Environmental microbiology

Ammonia oxidation kinetics determine niche separation of nitrifying Archaea and Bacteria Martens-Habbena, W. et al. Nature 30 Sep 2009 (doi:10.1038/nature08465)

The aerobic oxidation of ammonia was initially thought to be restricted to ammonia-oxidizing bacteria (AOB). However, over the past 5 years it has become clear that ammonia-oxidizing archaea (AOA) can also oxidize ammonia under aerobic conditions. As AOA are widespread in marine environments, they could potentially make a major contribution to the global nitrogen cycle, but the extent to which AOA can compete with AOB, bacterioplankton and phytoplankton for ammonia was unclear. Martens-Habbena et al. report the detailed characterization of the ammonia oxidation kinetics of the mesophilic crenarchaeon Candidatus Nitrosopumilus maritimus str. SCM1. The authors conclude that their results provide “unequivocal evidence for the existence of oligotrophic ammonia oxidizers among the Crenarchaeota and their ability to compete for ammonium as [an] energy source in nutrient-deprived oligotrophic oceans.”

Techniques & applications

Tn-seq: high-throughput parallel sequencing for fitness and genetic interaction studies in microorganisms Van Opijnen, T., Bodi, K. L. & Camilli, A. Nature Methods 6, 767–772 (2009)
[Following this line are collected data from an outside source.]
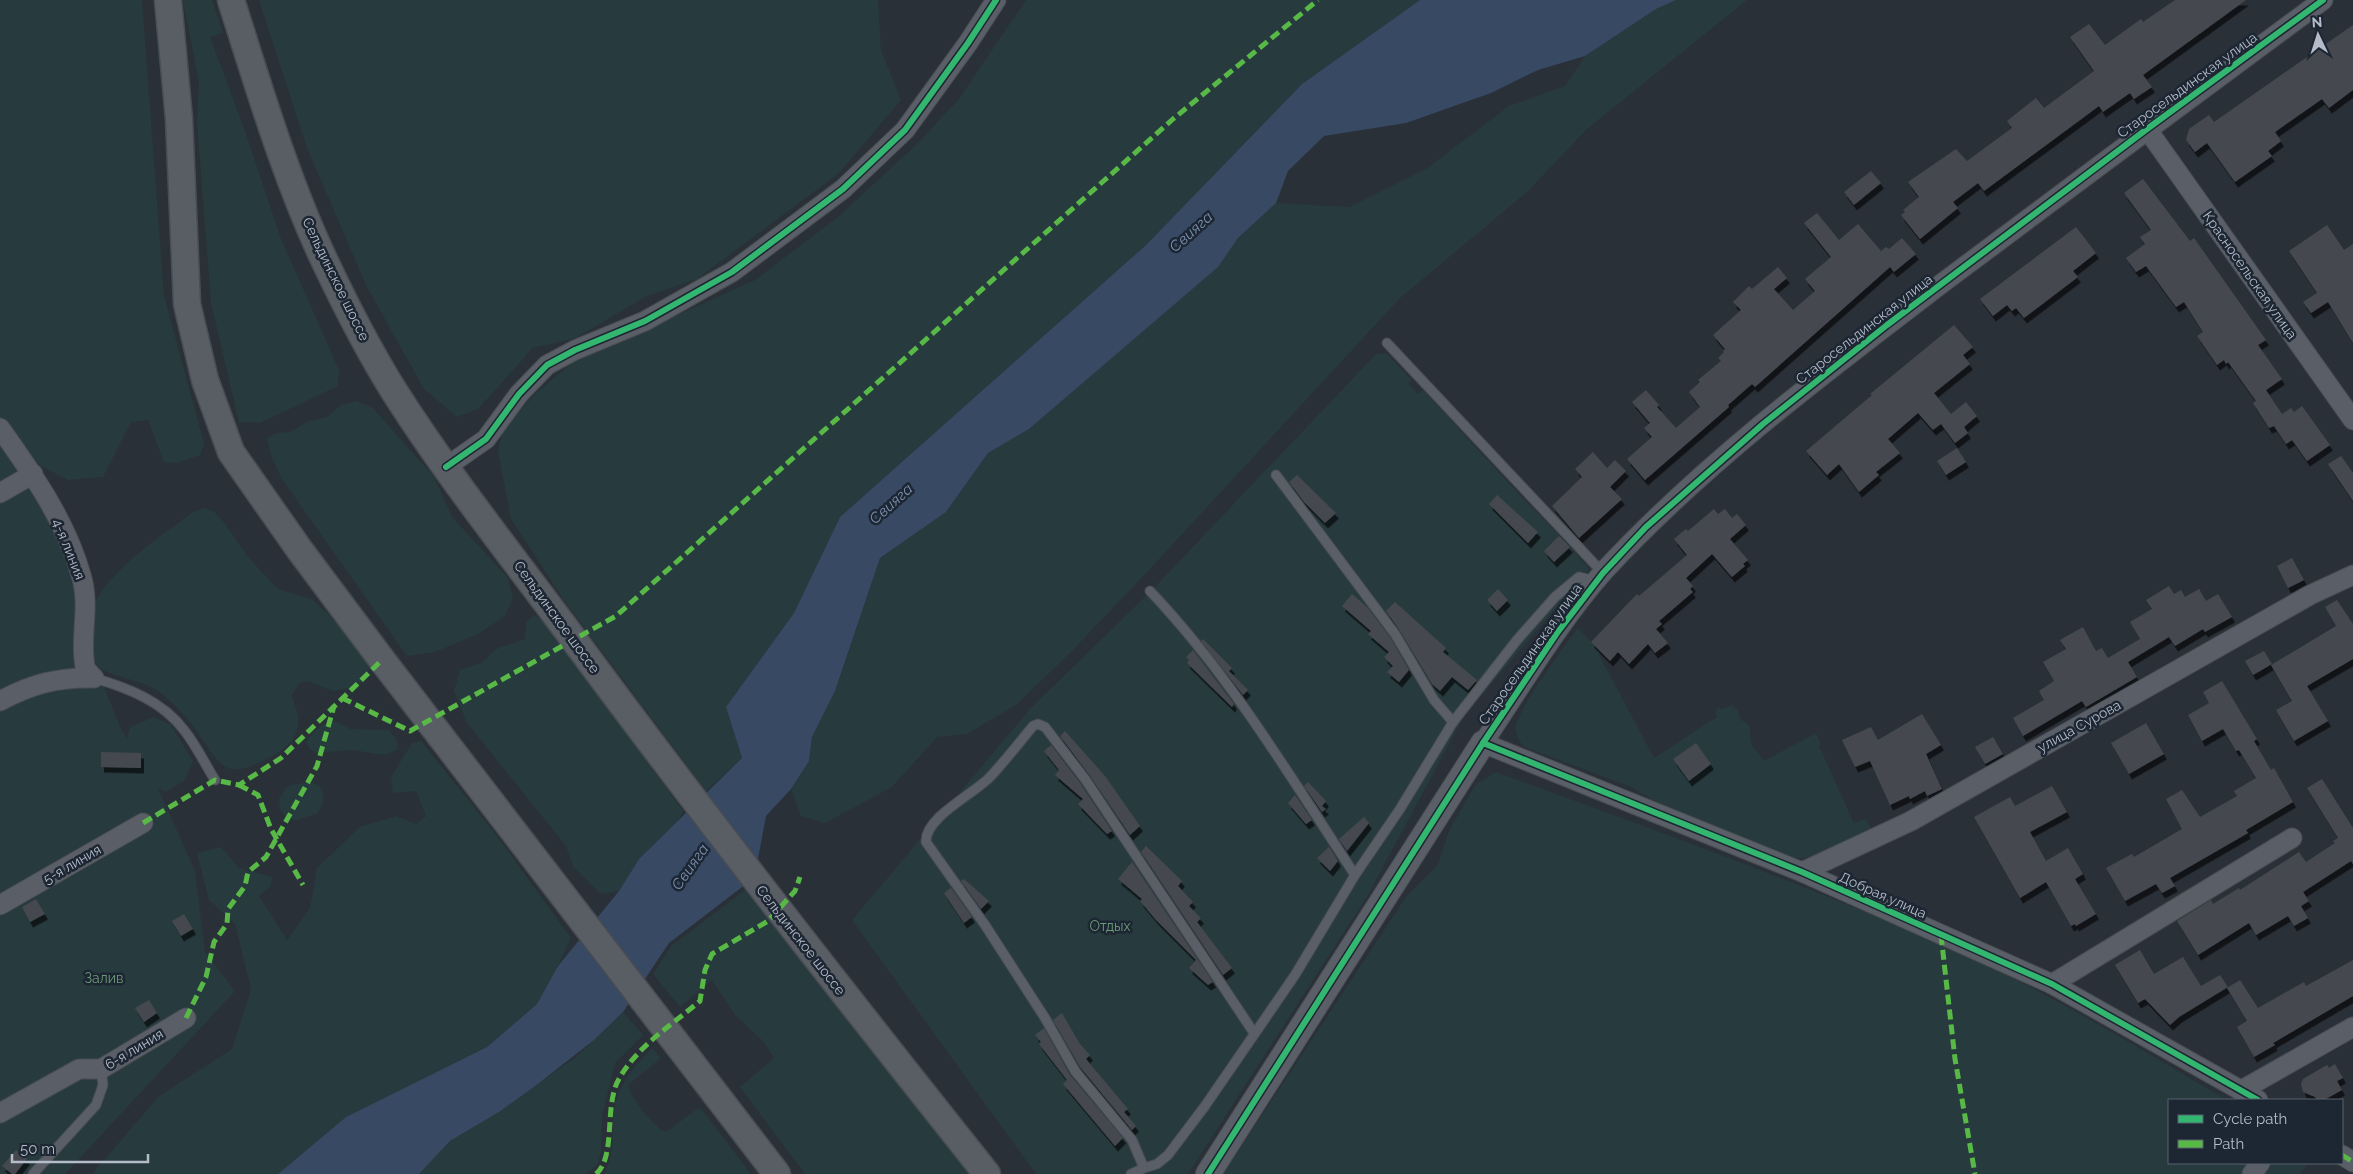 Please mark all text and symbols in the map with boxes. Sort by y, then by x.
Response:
north arrow [2293,10,2343,60]
text: N [2311,14,2323,30]
street label: Старосельдинская улица [2114,29,2260,141]
water label: Свияга [1166,208,1216,256]
street label: Красносельская улица [2200,208,2300,342]
street label: Сельдинское шоссе [299,215,373,343]
street label: Старосельдинская улица [1793,271,1935,387]
water label: Свияга [866,480,916,528]
street label: 4-я линия [50,516,88,582]
street label: Сельдинское шоссе [511,558,603,676]
street label: Старосельдинская улица [1475,580,1585,728]
street label: улица Сурова [2035,697,2123,755]
street label: 5-я линия [40,841,104,887]
water label: Свияга [668,841,712,893]
street label: Добрая улица [1837,869,1929,921]
street label: Сельдинское шоссе [753,882,849,998]
park label: Отдых [1089,918,1131,934]
park label: Залив [84,970,124,986]
street label: 6-я линия [102,1025,166,1073]
legend [2168,1099,2343,1164]
text: Cycle path [2213,1110,2287,1128]
scale bar [12,1132,149,1164]
text: Path [2213,1135,2244,1153]
text: 50 m [20,1140,55,1158]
Tim van Opijnen, Kip Bodi and Andrew Camilli describe a new high-throughput method to determine quantitative genetic interactions in bacteria. The method, which the authors call Tn-seq, is based on the assembly of a saturated, genome-wide mariner transposon insertion library. Once the library has been selected under specific test conditions, the change in frequency of each transposon mutant can be determined by massively parallel sequencing of the transposon-flanking regions, giving a measure of the effect of each transposon insertion on fitness. As a proof of concept, the authors defined the network of interactions for five genes in Streptococcus pneumoniae, three transcriptional regulators and two ATP-binding cassette transporters. A total of 97 high-confidence interactions were observed, and catabolite control protein A (CcpA) was identified as a master regulator. This method can be used in many different environments and in a wide range of bacteria.

Structural biology

Universal architecture of bacterial chemoreceptor arrays Briegel, A. et al. Proc. Natl Acad. Sci. USA 6 Oct 2009 (doi:10.1073/pnas.0905181106)

Bacterial chemotaxis is controlled by a sensory transduction system involving transmembrane methyl-accepting chemoreceptors (MCPs), which cluster in large arrays with other chemotaxis proteins at the cell poles. Previous work suggested that the basic functional unit for MCPs is a trimer of dimers, but there were conflicting data on the precise arrangement of MCPs in the arrays. Briegel et al. used whole-cell cryo-electron tomography to examine the arrangement of chemoreceptors in 13 species, including Magnetospirillum magneticum, Thermotoga maritima and Listeria monocytogenes. Almost 700 tomograms were examined and it was found that all of the MCPs adopted a highly conserved 12 nm hexagonal array, which is consistent with the functional unit being a trimer of dimers and the evolutionary conservation of this arrangement across diverse bacterial taxa.